When they woke up, they were totally fine and had zero clue what had happened. The Punkin had no memory of the experience or her episode before she went to sleep. The Padawan seemed completely fine and had no idea. Neither of them seemed hung over, but both were starving and ready to get up and on with their day by 7am.
It was over. I could breathe. They were fine. My mistake was not life-threatening, but I’d learned a valuable lesson. Several, in fact, worth sharing with you.
1; Trust your intuition. Always. Always. Always. Even if you’ve already double checked. If something tells you to do it again – JUST DO IT AGAIN.
2; Double check dosages and labels and lines on the cups and medication administration tools. Especially if you are dyslexic when you have migraines.
3; The combination of lavender, patchouli, vetiver, Balance blend and Serenity blend works just as well as a prescription-level medication for nervousness.
4; It’s always okay to ask for prayer. Even if you don’t do it often or feel deserving. It’s always okay.
5; It really will be okay.
6; Things like this really can happen to anyone and it doesn’t make you a bad person or a negligent parent. Stuff just happens sometimes.
7; It’s okay to forgive yourself and most importantly,
8; it’s okay to talk about it.
I now know others who have been through similar and even far worse situations than this and I am certain I’d never have known I wasn’t the only one if I hadn’t shared my story first. So, the reason I am sharing it now with you is to show you that I know how it feels to make stupid mistakes that can hurt your kids. I know what it’s like to feel that guilt. I know what it is to think “eh, it’s probably fine” and then realize you were terribly wrong. You need to know that you are still a good mom. You are still trustworthy. You are still amazing. Everything is going to be okay. Even if it’s bleak in the moment, or even for days after… things will be okay.
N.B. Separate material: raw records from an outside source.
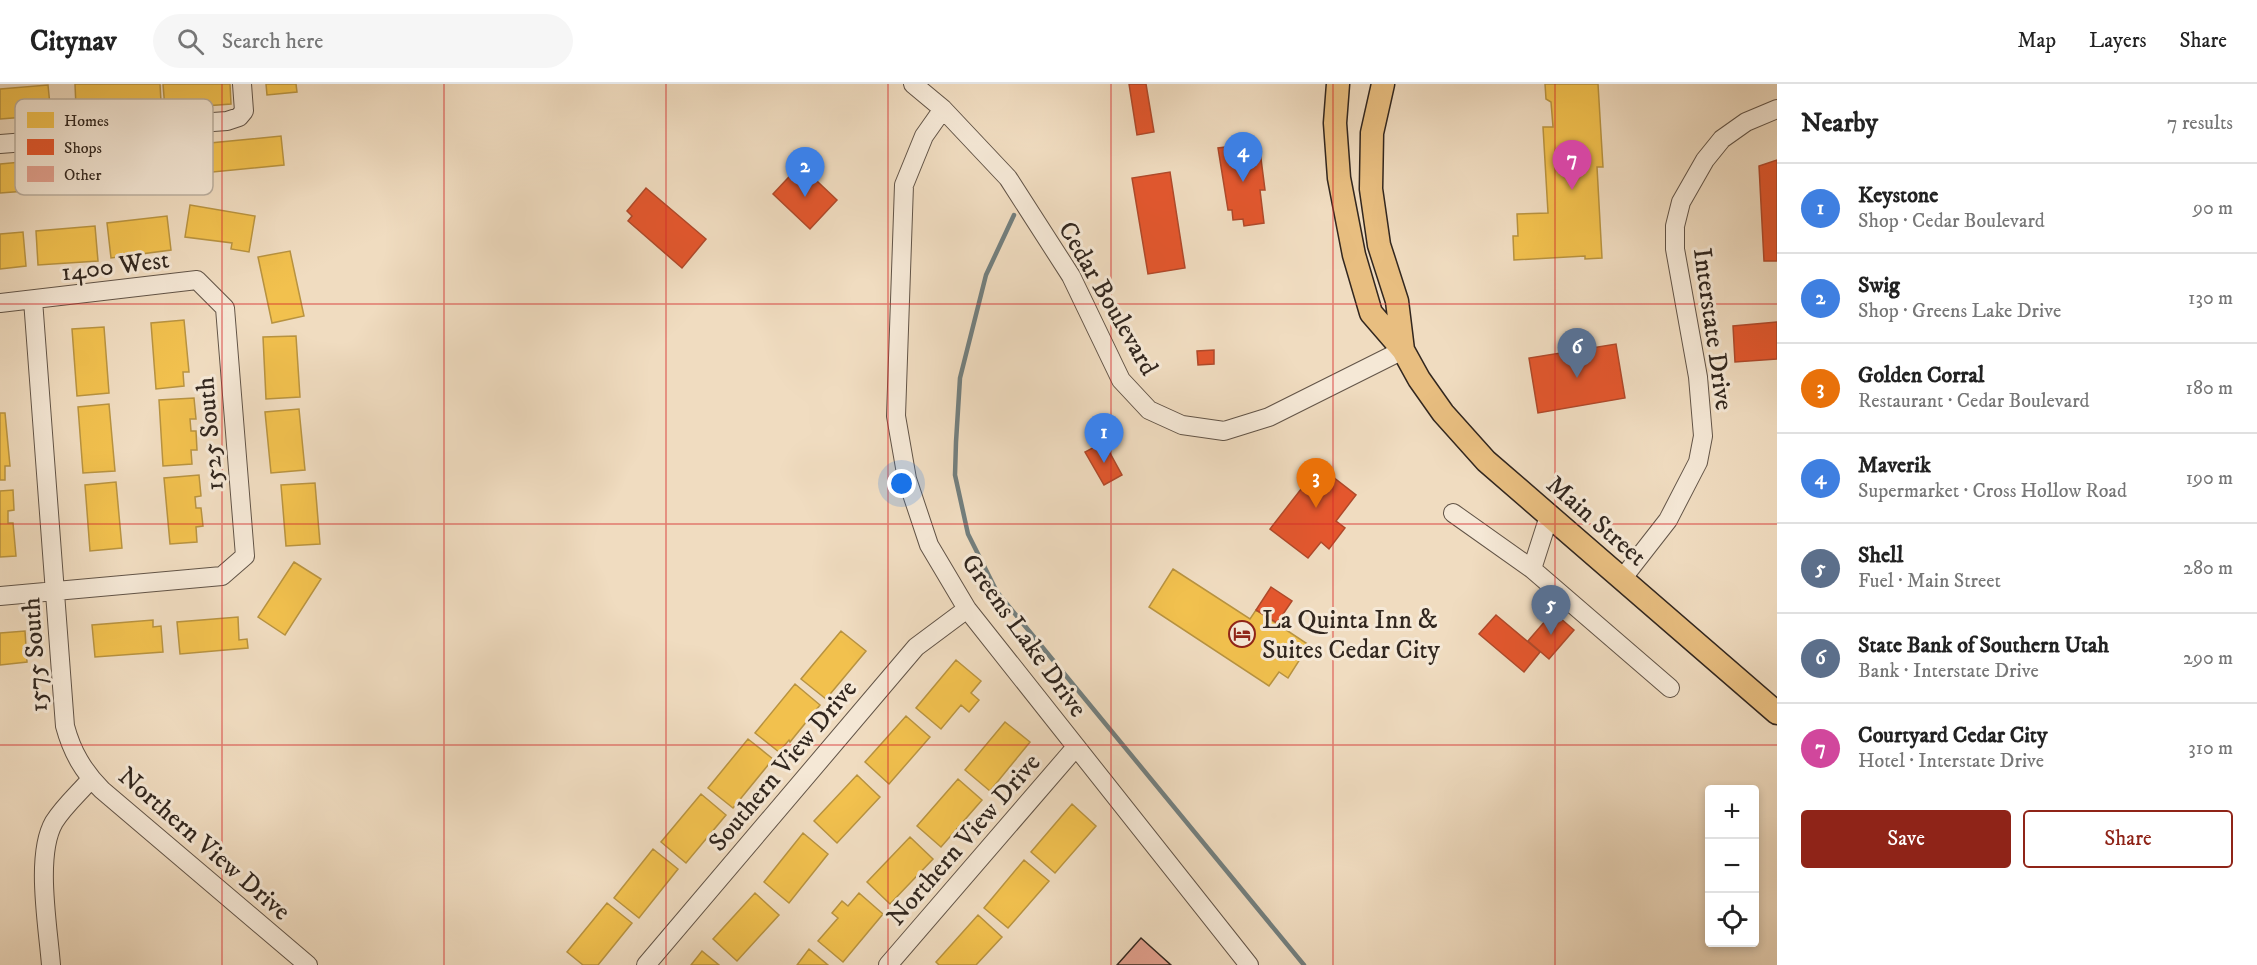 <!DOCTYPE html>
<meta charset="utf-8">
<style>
body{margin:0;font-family:"IM FELL DW Pica",serif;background:#f6f6f6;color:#222}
.controls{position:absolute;right:18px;bottom:18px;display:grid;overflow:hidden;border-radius:6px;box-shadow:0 3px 9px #0003}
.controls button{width:54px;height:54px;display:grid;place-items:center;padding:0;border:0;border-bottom:2px solid #e0e0e0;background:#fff;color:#222;font:30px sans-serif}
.you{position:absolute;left:902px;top:400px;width:21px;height:21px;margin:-15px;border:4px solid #fff;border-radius:50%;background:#1a73e8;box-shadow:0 0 0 9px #1a73e833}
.badge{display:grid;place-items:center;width:39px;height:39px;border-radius:50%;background:#8f2418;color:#fff;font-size:20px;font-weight:700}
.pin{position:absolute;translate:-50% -50px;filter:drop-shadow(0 2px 3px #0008)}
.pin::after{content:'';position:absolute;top:32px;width:21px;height:18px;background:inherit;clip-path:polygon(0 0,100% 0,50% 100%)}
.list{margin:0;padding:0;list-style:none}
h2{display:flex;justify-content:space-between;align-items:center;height:78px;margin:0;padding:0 24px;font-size:26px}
h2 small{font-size:20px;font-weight:400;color:#767676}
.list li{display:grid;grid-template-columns:39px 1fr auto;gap:18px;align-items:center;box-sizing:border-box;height:90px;padding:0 24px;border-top:2px solid #e0e0e0}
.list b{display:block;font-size:22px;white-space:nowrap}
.list p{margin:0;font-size:20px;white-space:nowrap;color:#767676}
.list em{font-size:20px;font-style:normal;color:#767676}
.actions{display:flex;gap:12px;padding:18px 24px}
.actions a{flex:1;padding:14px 0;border:2px solid #8f2418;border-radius:6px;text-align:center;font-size:21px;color:#8f2418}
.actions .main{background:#8f2418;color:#fff}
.icon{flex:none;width:33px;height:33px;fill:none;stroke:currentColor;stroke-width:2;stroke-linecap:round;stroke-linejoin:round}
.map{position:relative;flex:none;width:1777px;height:881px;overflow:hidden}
header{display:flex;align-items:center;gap:36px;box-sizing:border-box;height:84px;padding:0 30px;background:#fff;border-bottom:2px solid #e0e0e0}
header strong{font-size:28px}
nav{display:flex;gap:33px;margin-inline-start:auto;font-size:21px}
.search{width:420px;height:54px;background:#f6f6f6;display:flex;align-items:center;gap:15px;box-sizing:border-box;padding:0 21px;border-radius:33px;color:#767676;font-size:22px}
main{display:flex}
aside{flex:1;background:#fff}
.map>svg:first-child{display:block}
.homes{fill:#f2c14e;stroke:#b89340;stroke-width:1.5}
.shops{fill:#e4572e;stroke:#af492a;stroke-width:1.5}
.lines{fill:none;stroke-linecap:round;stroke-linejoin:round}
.stream{stroke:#737f7e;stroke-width:4.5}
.building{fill:#e3a18f;stroke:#32271f;stroke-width:1.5}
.minor-casing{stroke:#625447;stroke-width:20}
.major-casing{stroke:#32271f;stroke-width:25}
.minor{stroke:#f5e8d6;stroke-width:18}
.major{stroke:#e8be80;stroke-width:22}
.grid{fill:none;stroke:#d62828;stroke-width:1.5;stroke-opacity:0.55}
.labels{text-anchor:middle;stroke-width:6;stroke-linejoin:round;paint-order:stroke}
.street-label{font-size:26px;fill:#32271f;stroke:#f5e8d6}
.poi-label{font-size:26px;fill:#32271f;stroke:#f5e8d6;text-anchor:start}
.key{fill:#f5e8d6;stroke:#baae9f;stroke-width:1.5}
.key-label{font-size:16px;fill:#32271f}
</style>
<header>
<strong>Citynav</strong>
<div class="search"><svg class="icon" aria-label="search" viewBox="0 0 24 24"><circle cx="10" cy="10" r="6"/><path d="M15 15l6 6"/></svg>Search here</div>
<nav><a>Map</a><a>Layers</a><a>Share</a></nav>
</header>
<main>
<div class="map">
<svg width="1777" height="881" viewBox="0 0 1777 881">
<rect width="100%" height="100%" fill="#f0dcc0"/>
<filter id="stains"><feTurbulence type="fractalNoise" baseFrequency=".00333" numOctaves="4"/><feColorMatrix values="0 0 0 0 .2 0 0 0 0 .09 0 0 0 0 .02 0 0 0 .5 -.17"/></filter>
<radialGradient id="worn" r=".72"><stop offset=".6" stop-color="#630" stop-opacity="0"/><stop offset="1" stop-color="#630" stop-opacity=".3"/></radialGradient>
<!-- homes -->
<path class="homes" d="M75 0H160L161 18 76 24Z
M163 0H230L231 20 165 25Z
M266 0H296L297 8 267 11Z
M1545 0H1598L1603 83H1597L1602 174 1585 175V172L1514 176 1513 152H1518L1517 130 1548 129 1543 43H1553L1551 18 1546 15Z
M48 1 51 31 0 35V5Z
M281 52 284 81 182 91 179 62Z
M64 74 66 104 0 109V80Z
M190 121 255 132 249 168 231 165 232 159 185 153Z
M167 132 171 166 111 174 107 139Z
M95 142 98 177 38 181 36 147Z
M23 148 26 182 0 185V150Z
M290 167 304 232 272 239 258 173Z
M184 236 189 288H183L184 302 156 305 151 239Z
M104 243 109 309 77 312 72 245Z
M296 252 300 313 266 315 263 253Z
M194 314 196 335H190L191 347H196L197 366H191L192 380 163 382 159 316Z
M109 320 115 387 83 389 78 323Z
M299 325 305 386 271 389 265 328Z
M0 329H5L10 382H5V396H0Z
M199 391 201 412 195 413 196 424H201L203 442 196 443 197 458 170 460 164 394Z
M116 398 122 464 90 467 85 401Z
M315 399 320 460 286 462 281 401Z
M13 406 14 426 8 427V439H13L16 472 0 473V407Z
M294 478 321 495 285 551 258 533Z
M1173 485 1250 535 1256 526 1309 561 1288 594 1279 588 1269 602 1149 523Z
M238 533 239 556 247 555 248 564 180 570 177 538Z
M153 536V543L161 542 163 568 95 573 92 541Z
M25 547 27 578 0 581V549Z
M841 547 866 567 826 615 801 595Z
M956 576 981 597 971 609 979 616 969 628 961 621 941 645 916 624Z
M795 600 820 621 790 658 789 656 779 668 755 649Z
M906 632 930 653 889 700 865 678Z
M1005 638 1030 658 990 707 965 686Z
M748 655 773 675 733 724 708 704Z
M857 691 880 713 837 759 814 737Z
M958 695 982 716 941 763 917 742Z
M701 710 726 731 686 779 661 758Z
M1072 720 1096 742 1055 789 1031 768Z
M803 749 828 770 789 819 764 798Z
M910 753 933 775 890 820 867 798Z
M653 765 678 785 639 834 614 814Z
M1024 776 1049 797 1008 844 984 824Z
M755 809 779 831 737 877 713 855Z
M859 809 883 830 843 878 818 857 838 834 832 829 842 817 848 822Z
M607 819 632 839 598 881H583L567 868Z
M978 831 1002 853 976 881H939L936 878Z
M809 865 828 881H797Z
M702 867 719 881H691Z"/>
<!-- shops -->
<path class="shops" d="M1129 0H1146L1154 48 1137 51Z
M1259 59 1265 106H1260L1264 139 1244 142 1243 135 1233 136 1232 126H1228L1218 64Z
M1777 76V177H1764L1759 82Z
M800 81 837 116 810 145 773 110Z
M1170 88 1185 184 1148 190 1132 94Z
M646 104 706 155 682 184 628 137 632 132 627 127Z
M1777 238V275L1735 278 1733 242Z
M1616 260 1625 314 1538 329 1529 274Z
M1214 266V280L1198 281 1197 267Z
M1104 358 1122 391 1104 401 1085 368Z
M1319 382 1356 411 1336 437 1345 444 1329 465 1321 458 1308 474 1270 445Z
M1271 503 1292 517 1277 539 1256 526Z
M1553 528 1574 546 1549 575 1528 557Z
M1496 531 1540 568 1524 588 1479 550Z"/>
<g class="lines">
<!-- stream -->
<path class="stream" d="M1014 131 986 191 960 294 956 358 955 391 968 450 997 508 1304 881"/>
</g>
<!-- building -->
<path class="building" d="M1141 854 1171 881H1117Z"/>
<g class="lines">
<defs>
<path id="minor" d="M913 0 943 25 1008 94 1071 192 1121 296 1149 326 1182 341 1224 347 1269 333 1403 266
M943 25 924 52 904 101 896 332 907 395 929 461 967 525 1249 881
M0 60 64 55 87 47 227 37 239 33 244 27 242 0
M33 216 65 642C72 668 83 687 102 706L308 881
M0 219 197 196 225 224 245 472 222 492 0 512
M1453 429 1532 485 1670 604
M1532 485 1549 432
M1622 495 1668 436 1698 378 1703 352 1698 293 1675 165V142L1681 118 1705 76 1722 55 1746 38 1777 25
M51 881C48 842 35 771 54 738 64 722 79 709 91 695
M646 881 916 563 967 525
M888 881 1076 663"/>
<path id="major" d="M1338 0 1335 39 1339 94 1354 171 1371 229 1403 266 1419 295 1443 329 1486 377 1777 629
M1383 0 1372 49 1371 105 1379 161 1397 217 1403 266"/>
</defs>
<!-- minor casing -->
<use href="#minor" class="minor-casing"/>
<!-- major casing -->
<use href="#major" class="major-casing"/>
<!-- minor -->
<use href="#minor" class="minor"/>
<!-- major -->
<use href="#major" class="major"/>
</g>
<!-- grid -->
<path class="grid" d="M222 0V881M444 0V881M666 0V881M888 0V881M1111 0V881M1333 0V881M1555 0V881M0 220H1777M0 440H1777M0 661H1777"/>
<!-- icons -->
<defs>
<symbol id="hotel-ring" viewBox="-11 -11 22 22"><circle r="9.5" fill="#f5e8d6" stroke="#8f2418" stroke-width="1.5"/><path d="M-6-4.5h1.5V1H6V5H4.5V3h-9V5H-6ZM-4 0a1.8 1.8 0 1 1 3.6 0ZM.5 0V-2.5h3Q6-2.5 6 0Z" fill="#8f2418"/></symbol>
</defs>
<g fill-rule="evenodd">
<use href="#hotel-ring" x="1227" y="535" width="30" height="30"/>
</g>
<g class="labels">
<!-- street labels -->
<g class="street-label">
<text transform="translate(115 181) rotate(-7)" y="9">1400 West</text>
<text transform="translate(1109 214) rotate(60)" y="9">Cedar Boulevard</text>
<text transform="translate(1714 245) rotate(82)" y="9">Interstate Drive</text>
<text transform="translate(209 350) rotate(-95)" y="9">1525 South</text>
<text transform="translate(1597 436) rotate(41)" y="9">Main Street</text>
<text transform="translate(1025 551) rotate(54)" y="9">Greens Lake Drive</text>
<text transform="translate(34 571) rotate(-94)" y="9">1575 South</text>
<text transform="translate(782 681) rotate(-50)" y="9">Southern View Drive</text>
<text transform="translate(963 755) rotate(-49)" y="9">Northern View Drive</text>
<text transform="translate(205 759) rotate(41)" y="9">Northern View Drive</text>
</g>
<!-- poi labels -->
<g class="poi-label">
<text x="1262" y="544">La Quinta Inn &amp;<tspan x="1262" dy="30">Suites Cedar City</tspan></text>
</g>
</g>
<!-- legend -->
<rect x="15" y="15" width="198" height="96" rx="9" class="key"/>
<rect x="27" y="28" width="27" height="16" fill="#f2c14e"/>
<rect x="27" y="55" width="27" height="16" fill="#e4572e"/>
<rect x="27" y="82" width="27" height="16" fill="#e3a18f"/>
<g class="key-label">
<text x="64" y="42">Homes</text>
<text x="64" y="69">Shops</text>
<text x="64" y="96">Other</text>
</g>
<rect width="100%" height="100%" filter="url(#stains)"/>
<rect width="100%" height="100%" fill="url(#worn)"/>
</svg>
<div class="controls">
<button>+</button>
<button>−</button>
<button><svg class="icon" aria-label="locate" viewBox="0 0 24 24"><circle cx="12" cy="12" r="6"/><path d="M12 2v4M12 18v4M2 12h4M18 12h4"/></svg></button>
</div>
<div class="you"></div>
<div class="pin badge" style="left:1104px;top:379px;background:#3f7fe0">1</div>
<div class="pin badge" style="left:805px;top:113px;background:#3f7fe0">2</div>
<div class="pin badge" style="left:1316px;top:424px;background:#e8710a">3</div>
<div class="pin badge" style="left:1243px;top:98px;background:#3f7fe0">4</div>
<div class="pin badge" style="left:1551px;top:551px;background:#5c6f8a">5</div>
<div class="pin badge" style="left:1577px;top:294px;background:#5c6f8a">6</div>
<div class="pin badge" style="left:1572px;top:106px;background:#d1479c">7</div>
</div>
<aside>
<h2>Nearby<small>7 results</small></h2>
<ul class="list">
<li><span class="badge" style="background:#3f7fe0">1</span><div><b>Keystone</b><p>Shop · Cedar Boulevard</p></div><em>90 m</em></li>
<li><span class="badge" style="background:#3f7fe0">2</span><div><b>Swig</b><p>Shop · Greens Lake Drive</p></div><em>130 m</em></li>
<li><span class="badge" style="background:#e8710a">3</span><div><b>Golden Corral</b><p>Restaurant · Cedar Boulevard</p></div><em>180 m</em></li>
<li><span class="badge" style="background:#3f7fe0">4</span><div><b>Maverik</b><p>Supermarket · Cross Hollow Road</p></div><em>190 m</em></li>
<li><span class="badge" style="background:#5c6f8a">5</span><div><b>Shell</b><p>Fuel · Main Street</p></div><em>280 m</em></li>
<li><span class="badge" style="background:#5c6f8a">6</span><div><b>State Bank of Southern Utah</b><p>Bank · Interstate Drive</p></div><em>290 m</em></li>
<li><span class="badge" style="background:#d1479c">7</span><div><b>Courtyard Cedar City</b><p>Hotel · Interstate Drive</p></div><em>310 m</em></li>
</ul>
<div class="actions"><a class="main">Save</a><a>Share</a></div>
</aside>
</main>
I’m sorry for the restless night you went through with the kids. Mothers are put on pedestals not allowed to err even at our lowest moments. Don’t beat yourself up about it we’ve all been there. We’re all too human, to not make mistakes. Like the time I locked myself out of the car with my 9 month old baby in car in 40 Celsius heat. You kick yourself for how much your failing. With every slip up we build new anxieties, making us even more cautious. But the fact that your intention is to care for these precious souls more than life itself is testimony that you’re a great mom. X
Thank you for your beautiful comment and for bravely sharing your story. That must have been terrifying!